> **Directions for this task**: State the number of lines in the material below that have "canvas" in them, without any other text.

- Opening Delimiter -

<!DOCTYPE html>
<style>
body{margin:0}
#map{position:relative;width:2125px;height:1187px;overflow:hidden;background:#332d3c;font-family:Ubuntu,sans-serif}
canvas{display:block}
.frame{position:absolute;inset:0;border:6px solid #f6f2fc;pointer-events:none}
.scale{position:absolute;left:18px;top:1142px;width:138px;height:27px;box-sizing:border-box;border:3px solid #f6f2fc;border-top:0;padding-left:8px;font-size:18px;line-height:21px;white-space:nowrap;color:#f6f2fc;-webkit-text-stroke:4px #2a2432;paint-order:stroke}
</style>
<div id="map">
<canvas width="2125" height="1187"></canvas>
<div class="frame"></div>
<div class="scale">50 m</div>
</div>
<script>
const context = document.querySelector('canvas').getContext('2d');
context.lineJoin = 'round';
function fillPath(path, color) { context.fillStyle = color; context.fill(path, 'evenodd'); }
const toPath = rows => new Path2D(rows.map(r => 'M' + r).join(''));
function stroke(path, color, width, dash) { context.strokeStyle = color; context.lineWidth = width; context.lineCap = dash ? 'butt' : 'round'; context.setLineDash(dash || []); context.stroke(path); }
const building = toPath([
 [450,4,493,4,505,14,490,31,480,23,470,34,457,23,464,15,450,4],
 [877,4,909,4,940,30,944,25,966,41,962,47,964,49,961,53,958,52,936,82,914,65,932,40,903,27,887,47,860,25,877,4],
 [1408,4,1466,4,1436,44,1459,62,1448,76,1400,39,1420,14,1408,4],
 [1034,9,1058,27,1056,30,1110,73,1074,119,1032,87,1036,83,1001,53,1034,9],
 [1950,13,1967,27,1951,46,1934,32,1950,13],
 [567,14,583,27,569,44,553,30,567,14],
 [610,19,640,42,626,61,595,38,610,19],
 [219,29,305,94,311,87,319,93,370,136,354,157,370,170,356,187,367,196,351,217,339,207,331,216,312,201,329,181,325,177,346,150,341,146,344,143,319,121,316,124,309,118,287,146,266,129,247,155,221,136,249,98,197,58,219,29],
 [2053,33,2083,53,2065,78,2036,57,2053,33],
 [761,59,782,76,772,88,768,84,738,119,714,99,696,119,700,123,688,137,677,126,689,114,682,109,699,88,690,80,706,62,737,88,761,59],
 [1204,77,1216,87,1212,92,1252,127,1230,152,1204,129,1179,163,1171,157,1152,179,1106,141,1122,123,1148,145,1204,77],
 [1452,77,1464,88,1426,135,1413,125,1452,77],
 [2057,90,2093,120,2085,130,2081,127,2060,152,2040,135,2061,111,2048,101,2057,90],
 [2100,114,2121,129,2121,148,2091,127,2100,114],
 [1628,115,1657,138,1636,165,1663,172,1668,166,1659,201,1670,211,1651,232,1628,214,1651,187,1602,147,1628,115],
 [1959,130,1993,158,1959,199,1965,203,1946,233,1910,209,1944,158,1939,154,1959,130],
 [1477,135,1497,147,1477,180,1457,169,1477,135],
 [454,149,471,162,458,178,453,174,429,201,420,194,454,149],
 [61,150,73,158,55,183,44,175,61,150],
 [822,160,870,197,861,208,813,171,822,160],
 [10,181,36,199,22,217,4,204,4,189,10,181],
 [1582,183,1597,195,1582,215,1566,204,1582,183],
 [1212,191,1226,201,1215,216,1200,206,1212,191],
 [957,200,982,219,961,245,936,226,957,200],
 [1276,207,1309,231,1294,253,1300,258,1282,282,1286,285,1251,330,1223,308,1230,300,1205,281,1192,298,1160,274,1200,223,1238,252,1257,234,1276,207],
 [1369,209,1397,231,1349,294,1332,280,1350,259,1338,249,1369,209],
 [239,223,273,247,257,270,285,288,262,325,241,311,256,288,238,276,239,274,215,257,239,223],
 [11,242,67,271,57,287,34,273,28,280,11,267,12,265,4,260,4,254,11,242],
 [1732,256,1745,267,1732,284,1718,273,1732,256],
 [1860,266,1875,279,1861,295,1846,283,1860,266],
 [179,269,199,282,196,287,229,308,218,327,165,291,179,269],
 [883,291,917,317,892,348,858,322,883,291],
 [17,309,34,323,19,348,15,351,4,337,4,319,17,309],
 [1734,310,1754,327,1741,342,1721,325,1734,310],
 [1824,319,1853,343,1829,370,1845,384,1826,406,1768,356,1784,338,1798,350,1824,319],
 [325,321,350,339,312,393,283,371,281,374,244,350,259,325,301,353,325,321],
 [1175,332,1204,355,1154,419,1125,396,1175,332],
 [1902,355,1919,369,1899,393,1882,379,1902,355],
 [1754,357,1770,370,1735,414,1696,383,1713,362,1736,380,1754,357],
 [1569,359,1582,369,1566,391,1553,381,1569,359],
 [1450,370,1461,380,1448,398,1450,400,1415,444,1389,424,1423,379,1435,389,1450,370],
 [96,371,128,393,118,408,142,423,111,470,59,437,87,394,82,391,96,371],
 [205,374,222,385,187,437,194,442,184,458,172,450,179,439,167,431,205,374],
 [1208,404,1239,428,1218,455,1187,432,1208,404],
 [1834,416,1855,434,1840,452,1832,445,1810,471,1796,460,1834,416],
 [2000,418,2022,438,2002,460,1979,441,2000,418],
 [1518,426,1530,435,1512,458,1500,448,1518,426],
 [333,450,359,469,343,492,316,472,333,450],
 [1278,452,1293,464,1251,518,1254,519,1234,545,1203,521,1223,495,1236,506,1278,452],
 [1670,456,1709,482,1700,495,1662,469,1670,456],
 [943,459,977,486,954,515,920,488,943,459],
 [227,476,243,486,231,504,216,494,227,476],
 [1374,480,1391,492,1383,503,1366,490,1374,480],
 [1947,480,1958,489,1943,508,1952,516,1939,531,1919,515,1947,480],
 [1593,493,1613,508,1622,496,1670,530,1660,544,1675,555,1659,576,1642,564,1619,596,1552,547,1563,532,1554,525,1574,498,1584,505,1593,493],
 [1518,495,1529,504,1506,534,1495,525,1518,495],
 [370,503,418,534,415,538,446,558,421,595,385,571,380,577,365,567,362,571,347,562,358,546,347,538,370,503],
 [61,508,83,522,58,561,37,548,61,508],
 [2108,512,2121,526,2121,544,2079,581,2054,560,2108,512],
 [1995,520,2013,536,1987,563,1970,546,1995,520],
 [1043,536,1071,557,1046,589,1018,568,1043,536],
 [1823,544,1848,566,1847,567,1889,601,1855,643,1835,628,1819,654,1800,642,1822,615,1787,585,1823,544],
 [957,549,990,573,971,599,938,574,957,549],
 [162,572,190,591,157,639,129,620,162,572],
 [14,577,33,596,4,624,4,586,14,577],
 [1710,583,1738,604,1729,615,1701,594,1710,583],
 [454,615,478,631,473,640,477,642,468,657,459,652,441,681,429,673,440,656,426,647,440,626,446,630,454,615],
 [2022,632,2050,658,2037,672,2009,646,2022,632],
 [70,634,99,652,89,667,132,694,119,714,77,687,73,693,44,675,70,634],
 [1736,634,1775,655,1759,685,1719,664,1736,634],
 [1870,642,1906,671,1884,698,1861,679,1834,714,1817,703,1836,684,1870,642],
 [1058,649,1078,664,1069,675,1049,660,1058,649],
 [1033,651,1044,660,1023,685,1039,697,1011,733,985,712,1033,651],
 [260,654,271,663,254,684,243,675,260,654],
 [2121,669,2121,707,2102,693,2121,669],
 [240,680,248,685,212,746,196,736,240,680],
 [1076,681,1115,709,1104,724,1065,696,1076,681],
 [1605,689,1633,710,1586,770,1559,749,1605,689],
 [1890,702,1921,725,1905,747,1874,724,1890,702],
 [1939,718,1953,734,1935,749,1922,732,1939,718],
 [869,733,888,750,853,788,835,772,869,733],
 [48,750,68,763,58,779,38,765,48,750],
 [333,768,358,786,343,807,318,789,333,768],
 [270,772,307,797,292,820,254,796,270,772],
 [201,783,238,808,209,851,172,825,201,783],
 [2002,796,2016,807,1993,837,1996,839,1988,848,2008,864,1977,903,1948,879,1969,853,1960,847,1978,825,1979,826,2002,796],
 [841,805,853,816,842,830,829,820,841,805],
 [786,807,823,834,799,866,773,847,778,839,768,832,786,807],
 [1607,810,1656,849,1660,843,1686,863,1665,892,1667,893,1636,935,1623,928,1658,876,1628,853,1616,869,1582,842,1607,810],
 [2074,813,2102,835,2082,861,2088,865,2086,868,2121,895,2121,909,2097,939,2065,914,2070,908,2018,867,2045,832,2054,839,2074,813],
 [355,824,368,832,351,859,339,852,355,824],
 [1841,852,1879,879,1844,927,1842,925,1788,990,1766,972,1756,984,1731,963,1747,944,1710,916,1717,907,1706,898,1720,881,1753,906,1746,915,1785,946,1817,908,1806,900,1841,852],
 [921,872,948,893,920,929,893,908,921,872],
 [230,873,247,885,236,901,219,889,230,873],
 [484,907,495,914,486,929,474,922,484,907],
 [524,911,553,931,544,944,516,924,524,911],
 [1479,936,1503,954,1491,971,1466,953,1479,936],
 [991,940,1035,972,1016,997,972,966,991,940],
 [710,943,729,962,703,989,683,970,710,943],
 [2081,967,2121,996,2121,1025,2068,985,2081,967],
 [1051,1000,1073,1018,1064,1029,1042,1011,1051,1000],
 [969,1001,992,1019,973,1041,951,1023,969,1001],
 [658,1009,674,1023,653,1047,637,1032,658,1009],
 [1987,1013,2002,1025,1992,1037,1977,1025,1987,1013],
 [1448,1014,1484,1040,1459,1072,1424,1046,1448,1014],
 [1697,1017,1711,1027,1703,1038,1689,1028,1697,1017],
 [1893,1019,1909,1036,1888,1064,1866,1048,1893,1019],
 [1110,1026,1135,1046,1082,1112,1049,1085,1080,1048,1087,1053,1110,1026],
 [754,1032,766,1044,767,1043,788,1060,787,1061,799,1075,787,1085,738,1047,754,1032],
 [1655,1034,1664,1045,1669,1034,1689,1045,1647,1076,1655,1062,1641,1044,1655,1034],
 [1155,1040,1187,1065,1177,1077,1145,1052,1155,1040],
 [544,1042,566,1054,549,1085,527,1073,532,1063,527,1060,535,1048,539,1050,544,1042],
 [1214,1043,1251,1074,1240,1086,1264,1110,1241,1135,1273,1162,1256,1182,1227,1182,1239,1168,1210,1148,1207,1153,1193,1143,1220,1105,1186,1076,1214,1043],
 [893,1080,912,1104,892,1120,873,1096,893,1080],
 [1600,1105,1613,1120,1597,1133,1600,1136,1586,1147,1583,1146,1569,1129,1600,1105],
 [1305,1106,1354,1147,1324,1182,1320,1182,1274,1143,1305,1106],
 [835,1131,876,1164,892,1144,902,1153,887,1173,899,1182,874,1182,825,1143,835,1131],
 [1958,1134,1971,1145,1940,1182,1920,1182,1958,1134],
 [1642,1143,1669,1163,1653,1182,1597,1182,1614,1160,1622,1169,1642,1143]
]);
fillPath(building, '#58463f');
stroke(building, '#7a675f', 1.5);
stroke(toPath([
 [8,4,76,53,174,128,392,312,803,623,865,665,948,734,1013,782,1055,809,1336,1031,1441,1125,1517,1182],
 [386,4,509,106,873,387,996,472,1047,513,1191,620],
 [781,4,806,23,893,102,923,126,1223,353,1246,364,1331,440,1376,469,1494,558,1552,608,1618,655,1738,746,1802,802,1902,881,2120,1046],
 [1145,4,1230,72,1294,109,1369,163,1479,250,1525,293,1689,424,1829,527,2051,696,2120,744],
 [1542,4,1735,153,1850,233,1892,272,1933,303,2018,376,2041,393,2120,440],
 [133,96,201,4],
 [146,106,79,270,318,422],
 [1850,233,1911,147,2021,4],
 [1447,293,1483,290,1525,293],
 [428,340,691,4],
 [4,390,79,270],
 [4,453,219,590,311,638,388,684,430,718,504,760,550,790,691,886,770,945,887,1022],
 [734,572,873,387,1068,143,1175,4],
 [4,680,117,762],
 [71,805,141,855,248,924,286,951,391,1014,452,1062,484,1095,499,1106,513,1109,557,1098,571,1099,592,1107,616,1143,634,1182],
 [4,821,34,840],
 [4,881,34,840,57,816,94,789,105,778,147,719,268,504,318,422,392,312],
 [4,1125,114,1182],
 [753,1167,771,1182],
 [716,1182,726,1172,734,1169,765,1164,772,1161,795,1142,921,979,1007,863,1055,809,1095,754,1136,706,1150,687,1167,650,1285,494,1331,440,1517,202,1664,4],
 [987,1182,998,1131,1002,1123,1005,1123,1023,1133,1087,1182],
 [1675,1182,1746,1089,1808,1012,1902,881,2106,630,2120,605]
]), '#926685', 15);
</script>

- Closing Delimiter -

> **Exercise solution**: 3